Thuringwethil blinked through the shadows, shocked.  Then she showed her teeth in a smile, and brushed a kiss onto the arm she had lapped clean of blood. “I won’t tell anyone.”  

Meássë glanced sideways at her and smiled back, a smear of blood and dirt across her cheek. “I do believe you won’t, little bat.”

 

*****

The war was harder now. The Elves of the Wood had thrown back Angband’s eastern army, and their terrible bright-eyed witch-queen had made their woods into a fortress that no winged vampire or the most cunning orc could penetrate.  The Elves of the West had allied with the Elves of the Sea, and were too strong to be swiftly overcome.

But there had been a few small victories, here and there, for the might of Angband. They killed the King of the Noldor, and captured his heir, and after that, the Elves from the West seemed less terrible, and more like prey again despite their shining eyes and armour. There were no signs that the Elves would get further reinforcements out of Valinor, either. None of the Valar had come out to war. 

After a while, they began to send out companies again, and a while after that, orc-hosts. They avoided the West-Elves in their encampment by the lake, and travelled further west, seeking for smaller settlements to bring to ruin. 

 

*****

Thuringwethil and some of the other vampires of the Precious Master were out almost at the western shore again, when the Great Change came.  There was nothing to herald it, no warning. She was scouting ahead, sharp ears cocked in the darkness, her dark eyes wide, searching for elf-child or pig, or deer — she was not too particular, for it had been some time since she had fed. 

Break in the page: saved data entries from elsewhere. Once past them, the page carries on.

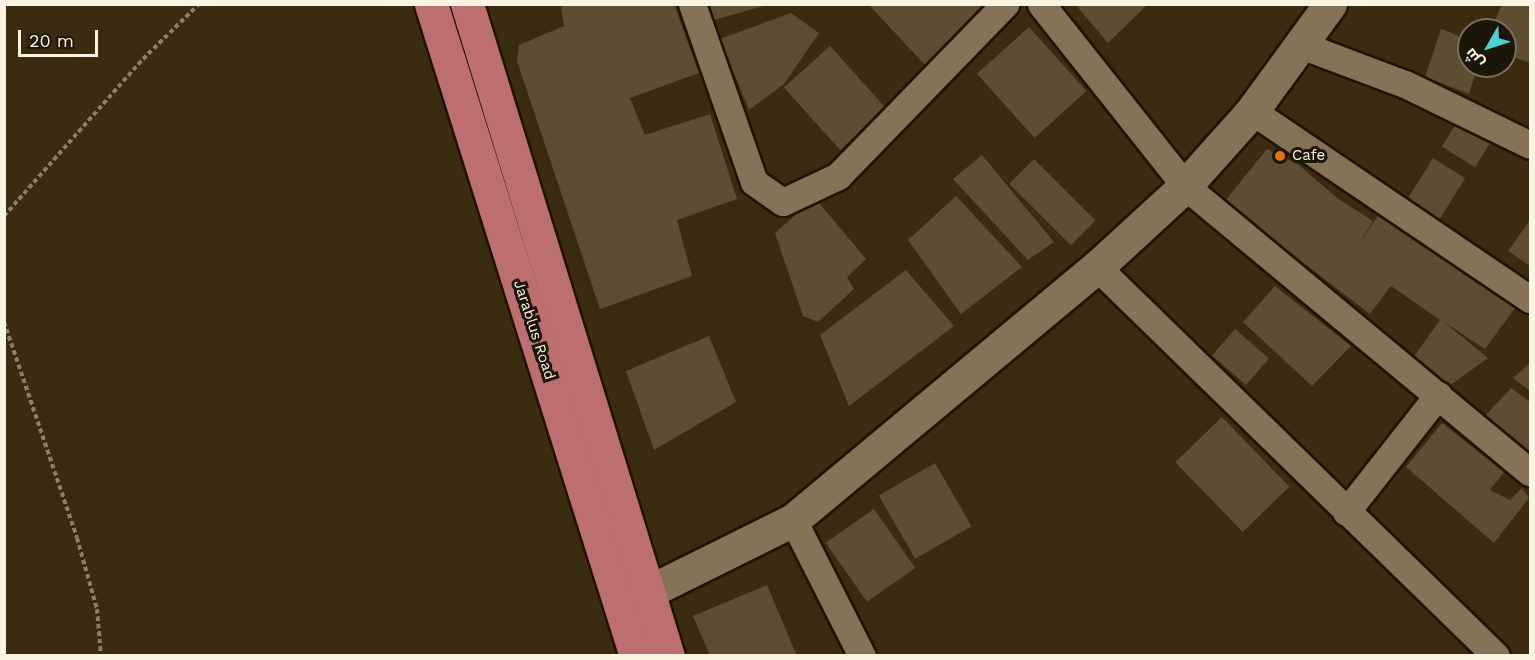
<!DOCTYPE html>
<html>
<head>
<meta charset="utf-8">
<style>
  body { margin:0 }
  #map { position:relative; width:1535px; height:660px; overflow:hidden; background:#3a2b11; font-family:"Work Sans",Cairo,sans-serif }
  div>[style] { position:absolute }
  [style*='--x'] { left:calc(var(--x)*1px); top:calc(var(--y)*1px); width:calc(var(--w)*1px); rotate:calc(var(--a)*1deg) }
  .building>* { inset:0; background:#5d4d32; transform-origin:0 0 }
  .path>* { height:4px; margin-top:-2px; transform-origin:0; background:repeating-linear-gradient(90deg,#8b7f69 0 4.5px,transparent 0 7.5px) }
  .roads { filter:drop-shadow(2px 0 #211300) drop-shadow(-2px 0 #211300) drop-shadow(0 2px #211300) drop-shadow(0 -2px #211300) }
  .street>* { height:27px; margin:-13.5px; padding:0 13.5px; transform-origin:13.5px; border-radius:13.5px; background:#847357 }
  .secondary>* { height:33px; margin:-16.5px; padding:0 16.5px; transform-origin:16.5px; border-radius:16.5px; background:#847357 }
  .primary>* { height:33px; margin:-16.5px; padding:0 16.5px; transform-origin:16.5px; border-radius:16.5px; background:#bc6e70 }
  .dots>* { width:16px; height:16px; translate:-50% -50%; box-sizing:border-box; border:3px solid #1c150a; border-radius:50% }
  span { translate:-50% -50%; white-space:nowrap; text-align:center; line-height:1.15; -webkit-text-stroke:6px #1c150a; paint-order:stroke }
  .poi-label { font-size:15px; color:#fcf3e3 }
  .left { translate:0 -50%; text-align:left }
  .street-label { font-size:15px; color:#fcf3e3 }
  .frame { position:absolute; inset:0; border:6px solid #fcf3e3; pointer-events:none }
  .north { position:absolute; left:1457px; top:18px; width:60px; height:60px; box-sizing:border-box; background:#1c150a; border:2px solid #766e61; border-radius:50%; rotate:231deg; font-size:16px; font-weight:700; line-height:24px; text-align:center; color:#fcf3e3 }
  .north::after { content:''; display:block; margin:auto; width:21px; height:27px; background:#52ccd5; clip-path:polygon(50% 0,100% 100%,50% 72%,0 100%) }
  .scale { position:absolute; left:18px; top:30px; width:80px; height:27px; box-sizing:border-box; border:3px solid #fcf3e3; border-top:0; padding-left:8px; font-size:18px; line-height:21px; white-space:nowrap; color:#fcf3e3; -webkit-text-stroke:4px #1c150a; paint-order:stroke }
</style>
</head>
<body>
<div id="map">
  <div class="building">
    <i style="clip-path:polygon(567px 4px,674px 4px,699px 73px,630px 98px,645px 135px,710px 114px,737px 199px,677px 220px,692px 276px,600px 309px,517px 61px,519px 45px,564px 26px,561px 7px)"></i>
    <i style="clip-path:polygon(707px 4px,767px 4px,767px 5px,714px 20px)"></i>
    <i style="clip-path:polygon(868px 4px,991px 4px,927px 67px)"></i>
    <i style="clip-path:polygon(1075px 4px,1148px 4px,1108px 43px)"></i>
    <i style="clip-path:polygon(1502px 4px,1530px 4px,1530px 63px,1505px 54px,1505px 30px,1491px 30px)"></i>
    <i style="clip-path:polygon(791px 13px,819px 33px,784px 84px,749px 110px,720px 39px)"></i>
    <i style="left:1029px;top:27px;width:86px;height:70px;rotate:48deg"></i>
    <i style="clip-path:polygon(1441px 29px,1469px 40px,1469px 66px,1478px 66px,1469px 94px,1425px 77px)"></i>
    <i style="left:830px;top:46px;width:84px;height:62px;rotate:48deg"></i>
    <i style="left:1461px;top:116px;width:39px;height:36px;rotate:32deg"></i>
    <i style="clip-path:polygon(1267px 149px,1299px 165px,1337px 198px,1373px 221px,1361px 242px,1379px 214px,1515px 308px,1485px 349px,1444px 322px,1488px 358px,1445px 389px,1412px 359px,1440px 320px,1391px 286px,1370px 314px,1224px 202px)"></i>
    <i style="clip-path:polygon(982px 155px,1054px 242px,1028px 260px,953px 179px)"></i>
    <i style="left:1433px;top:158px;width:38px;height:48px;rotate:32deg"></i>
    <i style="left:1034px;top:159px;width:87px;height:35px;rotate:45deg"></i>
    <i style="clip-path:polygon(956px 196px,1022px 267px,961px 314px,908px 240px)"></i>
    <i style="clip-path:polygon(815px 198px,866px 259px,847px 277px,854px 289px,818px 322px,803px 316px,775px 233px)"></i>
    <i style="clip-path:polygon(1530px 220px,1530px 266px,1508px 251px)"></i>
    <i style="clip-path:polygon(906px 270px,954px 326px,849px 406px,820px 335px)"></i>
    <i style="clip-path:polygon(1275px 286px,1351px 346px,1312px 386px,1243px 322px)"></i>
    <i style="left:1235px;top:329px;width:45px;height:35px;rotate:41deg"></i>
    <i style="clip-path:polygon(709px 336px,736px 402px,654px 450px,626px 371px)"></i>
    <i style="clip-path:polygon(1530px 363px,1530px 391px,1513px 378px)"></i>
    <i style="clip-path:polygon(1511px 388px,1530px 402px,1530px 456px,1483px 418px)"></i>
    <i style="left:1222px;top:417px;width:97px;height:65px;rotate:46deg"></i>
    <i style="clip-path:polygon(1442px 423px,1504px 472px,1490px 490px,1510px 500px,1522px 488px,1529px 498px,1494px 543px,1406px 467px)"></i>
    <i style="left:935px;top:463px;width:73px;height:65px;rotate:60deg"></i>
    <i style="left:874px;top:509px;width:72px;height:59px;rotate:55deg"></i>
    <i style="clip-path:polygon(767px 585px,797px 656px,710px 656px,693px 616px)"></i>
  </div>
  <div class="path">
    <i style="--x:4;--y:216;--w:210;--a:-48.5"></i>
    <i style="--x:143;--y:59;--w:78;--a:-44.5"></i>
    <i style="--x:4;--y:322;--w:228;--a:71.3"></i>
    <i style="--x:77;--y:538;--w:74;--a:74.3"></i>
    <i style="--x:97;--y:609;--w:47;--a:85.1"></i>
  </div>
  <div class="roads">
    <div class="street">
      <i style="--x:692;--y:4;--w:188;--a:70.8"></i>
      <i style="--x:754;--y:182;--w:35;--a:35"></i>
      <i style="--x:783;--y:202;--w:61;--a:-25.3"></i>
      <i style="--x:838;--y:176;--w:240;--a:-45.8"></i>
      <i style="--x:1041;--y:4;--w:232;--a:51.6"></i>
      <i style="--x:1185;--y:186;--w:448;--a:39.7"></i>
      <i style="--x:1301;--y:45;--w:111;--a:20.6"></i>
      <i style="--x:1405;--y:84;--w:139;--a:26"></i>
      <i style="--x:1252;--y:111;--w:336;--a:34.1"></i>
      <i style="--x:1097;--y:267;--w:557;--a:44.27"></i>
      <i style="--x:1346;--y:512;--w:149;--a:-51.8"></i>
      <i style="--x:793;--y:520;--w:153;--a:63.1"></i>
    </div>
    <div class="secondary">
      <i style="--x:621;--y:599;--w:28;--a:-15"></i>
      <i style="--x:648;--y:592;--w:162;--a:-26.4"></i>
      <i style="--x:793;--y:520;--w:396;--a:-39.8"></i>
      <i style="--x:1097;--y:267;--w:120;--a:-42.6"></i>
      <i style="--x:1185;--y:186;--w:101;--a:-48.2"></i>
      <i style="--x:1252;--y:111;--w:132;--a:-53.9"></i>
    </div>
    <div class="primary">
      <i style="--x:431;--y:4;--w:683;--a:72.55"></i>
      <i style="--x:467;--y:4;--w:682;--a:72.87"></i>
    </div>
  </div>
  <div class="dots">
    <i style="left:1280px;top:156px;background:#e8710a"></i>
  </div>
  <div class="poi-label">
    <span class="left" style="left:1292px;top:156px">Cafe</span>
  </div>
  <div class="street-label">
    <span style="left:534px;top:330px;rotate:72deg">Jarablus Road</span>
  </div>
  <div class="frame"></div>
  <div class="north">ش</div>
  <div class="scale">20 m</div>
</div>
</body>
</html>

And then the terrible sound, echoing wildly down the long firth that lay black in the starlight: trumpets calling, silver trumpets from the West making a strange, wild music, that lifted curious thoughts in the heart: thoughts of a home she had never had, of longing for a light lost. 

Thuringwethil winced, and her wings faltered, but there was worse to come,for beyond the trumpets there was a great silver Light, a light more brilliant and inescapable than any that she had ever seen or imagined, and there stood a host of tall Elves, and before them their shadows stretched long and blue from the Light of the new Moon rising. 

Thuringwethil shrieked, one terrified wild cry, and wrapping her wings around herself in a doomed attempt to hide, she fell, tumbling from the sky.  The impact of the ground knocked the breath from her.  

Even then there was no refuge.  The awful light shone on, and it was rising in the sky, coming closer and watching her with a round white face with terrible judging eyes, and the sound of the feet of the Elves marching was a drum in the earth, shaking her bruised bones. 

Until a great hand, oddly gentle, came around her, picked her up, and tucked her into the safe warm darkness of a black cloak. 

“Don’t fret, little bat,” a deep voice purred. “Don’t fret.  It’s only light. You get used to it.” 

Thuringwethil sought for words, but could find only a tired squeaking. 

“Hush,” Meássë said, and cradled Thuringwethil in her magnificent bosom. “Hush, brave little bat.  I’ll take you to a cave, shall I? Come. You shall have a small drink from my wrist, and later, we will find you prey. Don’t cry, little bat.”  And she pressed a kiss to the top of Thuringwethil’s forehead.